To evaluate the effectiveness of the proposed DRL-DBSCAN and GAT-GNN framework for air conditioning load forecasting, a comprehensive case study is conducted using a real-world dataset of household energy consumption. This section details the experimental setup, including data preparation, model training, and evaluation metrics, followed by an in-depth analysis of the results. The primary objective is to assess the ability of the proposed framework to capture both spatial and temporal dependencies in the geographical grids, leveraging the clustering results from DRL-DBSCAN to enhance the GAT-GNN predictive performance.
3.1. Experimental Setup
The dataset used in this study comprises hourly air conditioning load data from 25 households in Austin, sourced from the Pecan Street project [
20], collected over a period of one year. Each record includes the timestamp, household ID, geographical coordinates (latitude and longitude), meteorological features (local temperature and humidity), and the adjusted load. The data are aggregated at an hourly granularity to reduce noise and capture meaningful temporal patterns. To ensure consistency, the adjusted load values are standardized using a StandardScaler, and the meteorological features are similarly normalized to facilitate model training.
The geographical grids are constructed based on the latitude and longitude of each household, with each household representing a node in the graph. The DRL-DBSCAN algorithm is applied to cluster these nodes into spatially coherent groups, using an eps value of 0.07 and a minpt value of 2, determined through iterative experimentation to balance the number of clusters and noise points. The resulting clustering distribution, as shown in
Figure 3, identifies five clusters: Cluster 0 (seven nodes), Cluster 1 (five nodes), Cluster 2 (eight nodes), Cluster 3 (one node), and Cluster 4 (one node), with three nodes labeled as noise (Cluster 1). The geographical distribution of these clusters, illustrated in
Figure 4 demonstrates that the clusters effectively capture spatially proximate regions, which is critical for the subsequent GAT-based load forecasting.
The GNN model is designed as a Graph Attention Network (GAT) with two GAT layers to capture higher-order spatial dependencies among the geographical grids.

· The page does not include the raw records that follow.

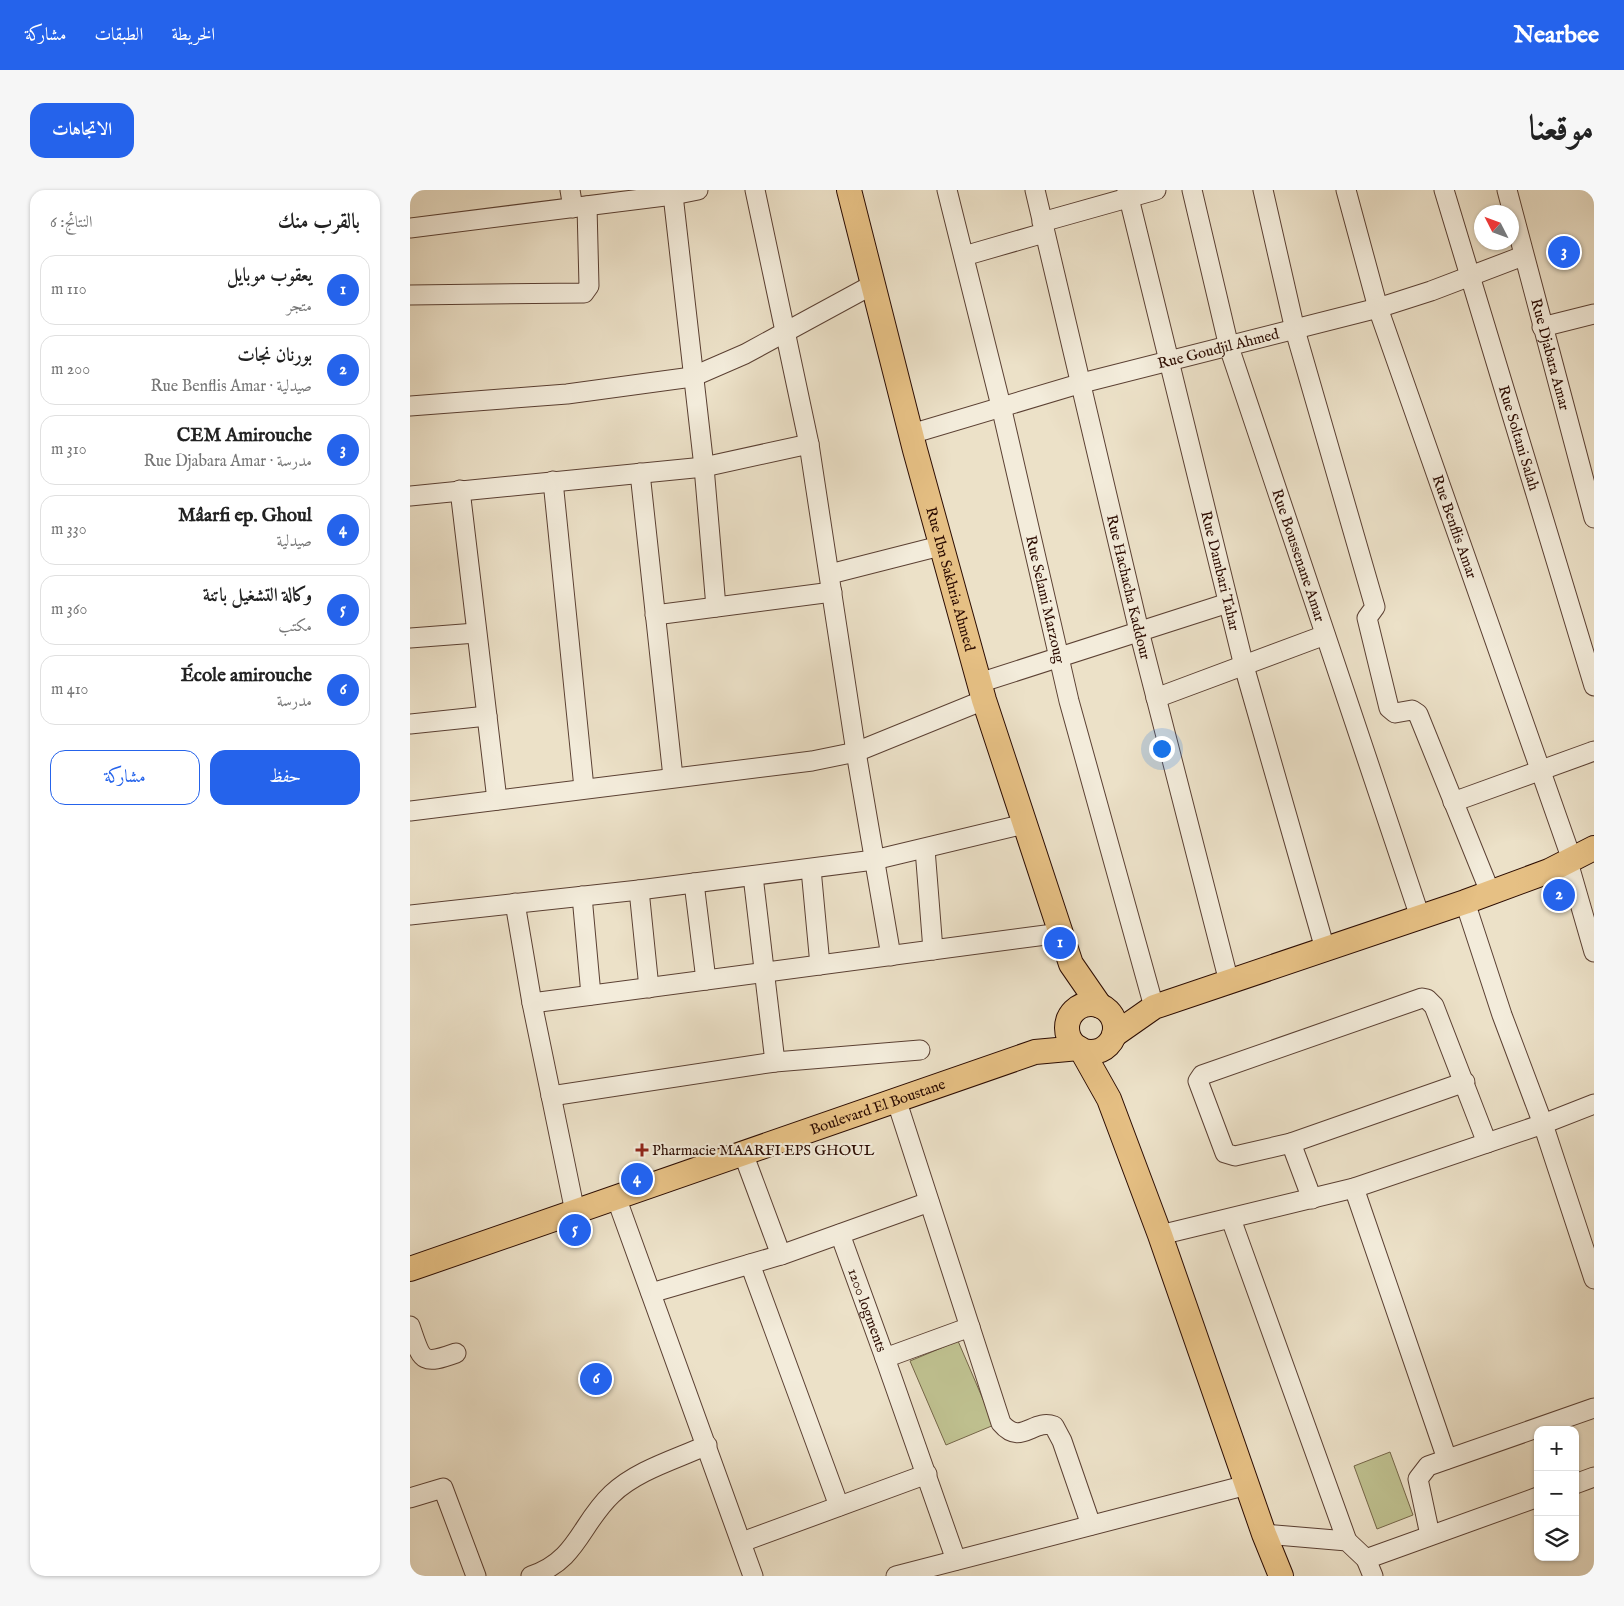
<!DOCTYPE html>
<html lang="ar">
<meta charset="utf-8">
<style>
:root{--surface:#fff;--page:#f6f6f6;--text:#222;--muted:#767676;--line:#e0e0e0;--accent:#2563eb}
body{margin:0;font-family:"IM FELL English",Amiri,serif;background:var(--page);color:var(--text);direction:rtl}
.controls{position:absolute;right:15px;bottom:15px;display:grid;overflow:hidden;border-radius:10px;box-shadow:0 1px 4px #0004}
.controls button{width:45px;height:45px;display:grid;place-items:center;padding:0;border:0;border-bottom:1px solid var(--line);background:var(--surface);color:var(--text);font:25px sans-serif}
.compass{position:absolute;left:1064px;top:15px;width:45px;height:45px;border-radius:50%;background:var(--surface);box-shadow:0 1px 4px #0004;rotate:312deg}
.you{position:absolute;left:751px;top:558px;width:18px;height:18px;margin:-12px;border:4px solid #fff;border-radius:50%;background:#1a73e8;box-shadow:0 0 0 8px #1a73e833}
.badge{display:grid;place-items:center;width:32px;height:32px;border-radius:50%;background:var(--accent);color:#fff;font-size:16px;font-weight:700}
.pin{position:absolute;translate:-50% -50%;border:2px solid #fff;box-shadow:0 1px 5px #0006}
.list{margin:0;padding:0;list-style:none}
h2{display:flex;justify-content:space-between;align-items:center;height:65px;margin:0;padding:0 20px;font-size:21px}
h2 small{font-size:16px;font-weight:400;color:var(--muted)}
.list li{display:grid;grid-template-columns:32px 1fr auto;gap:15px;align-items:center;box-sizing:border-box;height:70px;margin:0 10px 10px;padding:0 10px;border:1px solid var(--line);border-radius:15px}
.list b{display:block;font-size:19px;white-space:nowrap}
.list p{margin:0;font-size:16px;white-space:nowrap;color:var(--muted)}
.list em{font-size:16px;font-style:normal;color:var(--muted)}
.actions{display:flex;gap:10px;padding:15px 20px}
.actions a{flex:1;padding:11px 0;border:1px solid var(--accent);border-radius:15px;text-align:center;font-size:18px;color:var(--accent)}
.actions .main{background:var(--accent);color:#fff}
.icon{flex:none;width:28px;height:28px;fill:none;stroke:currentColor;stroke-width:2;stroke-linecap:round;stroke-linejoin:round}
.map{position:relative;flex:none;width:1184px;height:1386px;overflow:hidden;direction:ltr;border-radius:15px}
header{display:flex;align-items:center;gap:30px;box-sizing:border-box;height:70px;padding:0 25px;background:var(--accent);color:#fff}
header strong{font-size:24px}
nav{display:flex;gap:28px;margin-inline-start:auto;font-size:18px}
.intro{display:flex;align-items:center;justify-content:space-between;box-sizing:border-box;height:120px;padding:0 30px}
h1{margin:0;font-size:35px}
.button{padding:12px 22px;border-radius:15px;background:var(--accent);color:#fff;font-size:18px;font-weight:700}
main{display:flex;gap:30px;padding:0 30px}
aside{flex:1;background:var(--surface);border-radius:15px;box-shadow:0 1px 4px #0004}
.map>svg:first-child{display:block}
.pitch{fill:#bfc190;stroke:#756648}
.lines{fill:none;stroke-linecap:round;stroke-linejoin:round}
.minor-casing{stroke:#5b4033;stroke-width:21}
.major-casing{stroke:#2b0b01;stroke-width:26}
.minor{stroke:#f3ecdb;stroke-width:19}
.major{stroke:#e6c084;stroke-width:24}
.poi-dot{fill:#8f2418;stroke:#f3ecdb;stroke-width:2}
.labels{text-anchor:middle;stroke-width:4.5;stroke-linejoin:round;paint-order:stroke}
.street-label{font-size:15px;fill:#2b0b01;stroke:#f3ecdb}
.poi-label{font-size:15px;fill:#2b0b01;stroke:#f3ecdb;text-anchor:start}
</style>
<header>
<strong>Nearbee</strong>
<nav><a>الخريطة</a><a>الطبقات</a><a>مشاركة</a></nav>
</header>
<div class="intro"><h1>موقعنا</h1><a class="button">الاتجاهات</a></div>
<main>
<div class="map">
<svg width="1184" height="1386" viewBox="0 0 1184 1386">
<rect width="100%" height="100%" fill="#ece1c8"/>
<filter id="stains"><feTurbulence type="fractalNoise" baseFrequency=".004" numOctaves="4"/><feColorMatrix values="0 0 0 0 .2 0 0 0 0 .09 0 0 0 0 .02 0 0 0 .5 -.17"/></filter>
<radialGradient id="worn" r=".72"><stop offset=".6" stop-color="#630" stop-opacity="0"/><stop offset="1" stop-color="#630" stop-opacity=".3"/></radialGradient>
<g class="pitch">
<polygon points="548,1151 584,1235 536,1255 500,1171"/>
<polygon points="980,1262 1003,1325 967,1339 944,1276"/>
</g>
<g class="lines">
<g class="minor-casing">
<g id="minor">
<polyline points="160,0 163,18"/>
<polyline points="345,0 399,254 446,562 481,766"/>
<path id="s1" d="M537,0L591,216L659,511L744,817"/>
<path id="s2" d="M625,0L729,441L819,792"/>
<path id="s3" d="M717,0L834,476L915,759"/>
<path id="s4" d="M782,0L819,157L1010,727"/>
<polyline points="853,0 885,140 965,417 957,428 979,518 985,523 1002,520 1008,524 1080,702"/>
<path id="s5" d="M936,0L968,118L1162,670"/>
<path id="s6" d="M1034,0L1184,496"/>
<path id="s7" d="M1097,0L1184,328"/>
<polyline points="263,5 294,277 306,417"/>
<polyline points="632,32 746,0"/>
<polyline points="0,38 263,5 288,0"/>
<polyline points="554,66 634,43"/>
<polyline points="0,105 174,103 179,96 177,16"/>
<polyline points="1132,137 1184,124"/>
<polyline points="0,216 157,204 282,187 335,164 462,95"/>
<path id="s8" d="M501,244L672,193L968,118L1021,101L1113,66"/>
<polyline points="230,283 263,587"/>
<polyline points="143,291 174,598"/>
<polyline points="50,300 87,610"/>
<polyline points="0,306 294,277 399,254"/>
<polyline points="420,384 530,356"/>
<polyline points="245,425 422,402"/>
<polyline points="0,448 66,443"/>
<polyline points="569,493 818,413"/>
<polyline points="746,508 915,445"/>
<polyline points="0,534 77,526"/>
<polyline points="1043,612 1184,561"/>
<polyline points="0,621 402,571 446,562 574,510"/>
<polyline points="515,659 523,760"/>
<polyline points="1158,672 1184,762"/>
<polyline points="401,679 410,775"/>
<polyline points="343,686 365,872"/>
<polyline points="284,693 296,790"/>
<polyline points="229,700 239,798"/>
<polyline points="172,706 181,805"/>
<polyline points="1055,712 1092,825 1133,934 1184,1089"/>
<polyline points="105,713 122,813 165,1022"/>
<polyline points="0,725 229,700 464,670 614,634"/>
<polyline points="122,813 651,743"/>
<polyline points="141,906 365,872 510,860"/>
<path d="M486,909L591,1233C611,1257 623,1228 644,1236L652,1251L681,1335"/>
<polyline points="881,953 1055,892"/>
<polyline points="333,963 371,1065"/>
<polyline points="944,998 1037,1269"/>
<polyline points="206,1007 343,1386"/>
<polyline points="902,1009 881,953 825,966 815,963 788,891 792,885 1012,808 1017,809 1024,816 1077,953"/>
<polyline points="821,1029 937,1351"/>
<path id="s9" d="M430,1044L475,1168L560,1137"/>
<polyline points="750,1045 944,998 1133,934 1184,914"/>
<polyline points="340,1074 429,1316"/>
<polyline points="241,1103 371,1065 519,1012"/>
<path d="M0,1136C12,1170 10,1176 46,1163"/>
<polyline points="475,1168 546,1370"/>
<polyline points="1165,1294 1184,1287"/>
<polyline points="0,1308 33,1298 66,1386"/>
<polyline points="854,1344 937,1351 956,1369 1128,1307"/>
<polyline points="1020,1345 1008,1289 1018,1276 1184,1218"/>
<polyline points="332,1352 517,1284"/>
<polyline points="956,1369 963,1386"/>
<path d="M121,1386C168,1370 170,1334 202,1304C227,1280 267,1269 297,1255"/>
<polyline points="486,1386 837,1295"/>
</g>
</g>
<g class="major-casing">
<g id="major">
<path id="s10" d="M439,0L505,260L574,510L661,774L690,816"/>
<circle cx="681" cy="838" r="24"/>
<polyline points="704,845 744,817 1055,712 1139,681 1184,658"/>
<polyline points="672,861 699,909 750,1045 854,1344 871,1386"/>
<path id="s11" d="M0,1079L625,862L669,858"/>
</g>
</g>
<use href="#minor" class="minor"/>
<use href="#major" class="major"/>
</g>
<path class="poi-dot" d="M229.5 952.5h5v5h5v5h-5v5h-5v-5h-5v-5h5z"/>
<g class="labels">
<g class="street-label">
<text dy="5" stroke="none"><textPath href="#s8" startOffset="319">Rue Goudjil Ahmed</textPath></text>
<text dy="5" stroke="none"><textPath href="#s7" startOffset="170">Rue Djabara Amar</textPath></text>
<text dy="5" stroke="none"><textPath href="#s6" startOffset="259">Rue Soltani Salah</textPath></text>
<text dy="5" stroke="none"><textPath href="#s5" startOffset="354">Rue Benflis Amar</textPath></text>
<text dy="5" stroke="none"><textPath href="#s4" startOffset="381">Rue Boussenane Amar</textPath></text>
<text dy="5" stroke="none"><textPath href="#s3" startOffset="392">Rue Dambari Tahar</textPath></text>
<text dy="5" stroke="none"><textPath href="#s10" startOffset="402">Rue Ibn Sakhria Ahmed</textPath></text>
<text dy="5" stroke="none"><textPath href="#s2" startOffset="408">Rue Hachacha Kaddour</textPath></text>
<text dy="5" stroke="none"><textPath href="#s1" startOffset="421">Rue Selami Marzoug</textPath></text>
<text dy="5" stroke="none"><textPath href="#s11" startOffset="495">Boulevard El Boustane</textPath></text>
<text dy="5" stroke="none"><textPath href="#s9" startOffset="81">1200 logments</textPath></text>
</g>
<g class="poi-label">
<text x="242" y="965">Pharmacie MAARFI EPS GHOUL</text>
</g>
</g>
<rect width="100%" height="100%" filter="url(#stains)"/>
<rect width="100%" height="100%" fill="url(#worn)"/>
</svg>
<div class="controls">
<button>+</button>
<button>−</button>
<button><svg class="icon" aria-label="layers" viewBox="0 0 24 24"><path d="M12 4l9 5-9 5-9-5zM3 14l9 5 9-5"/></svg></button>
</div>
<svg class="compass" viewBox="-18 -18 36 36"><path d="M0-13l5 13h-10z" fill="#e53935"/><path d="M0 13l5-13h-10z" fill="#767676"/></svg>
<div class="you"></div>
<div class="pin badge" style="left:650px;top:753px">1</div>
<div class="pin badge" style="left:1149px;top:705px">2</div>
<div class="pin badge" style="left:1154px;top:62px">3</div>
<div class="pin badge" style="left:227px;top:989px">4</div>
<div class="pin badge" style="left:165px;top:1040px">5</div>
<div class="pin badge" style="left:186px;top:1189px">6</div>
</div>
<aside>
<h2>بالقرب منك<small>النتائج: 6</small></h2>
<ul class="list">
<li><span class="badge">1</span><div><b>يعقوب موبايل</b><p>متجر</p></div><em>110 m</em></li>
<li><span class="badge">2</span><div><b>بورنان نجات</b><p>صيدلية · Rue Benflis Amar</p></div><em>200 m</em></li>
<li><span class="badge">3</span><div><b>CEM Amirouche</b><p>مدرسة · Rue Djabara Amar</p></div><em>310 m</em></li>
<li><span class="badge">4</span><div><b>Mâarfi ep. Ghoul</b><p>صيدلية</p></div><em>330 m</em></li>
<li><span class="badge">5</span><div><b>وكالة التشغيل باتنة</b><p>مكتب</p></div><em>360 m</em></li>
<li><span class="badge">6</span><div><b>École amirouche</b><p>مدرسة</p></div><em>410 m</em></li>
</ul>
<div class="actions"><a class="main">حفظ</a><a>مشاركة</a></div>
</aside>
</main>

The first GAT layer uses four attention heads with a hidden size of 32 per head (resulting in a concatenated output dimension of 128), followed by a second GAT layer with a single head and a hidden size of 32. A final fully connected layer maps the output to the predicted load. The node features include the local temperature, humidity, and a four-dimensional embedding of the cluster label, which enhances the model’s ability to differentiate between spatially distinct groups. The graph structure is constructed by connecting nodes within the same cluster if their Euclidean distance is less than 0.05. In contrast to traditional GCNs, the GAT model dynamically computes attention weights for each edge, eliminating the need for manually specified edge weights, which allows for more adaptive information propagation within clusters, reflecting the spatial coherence identified by DRL-DBSCAN.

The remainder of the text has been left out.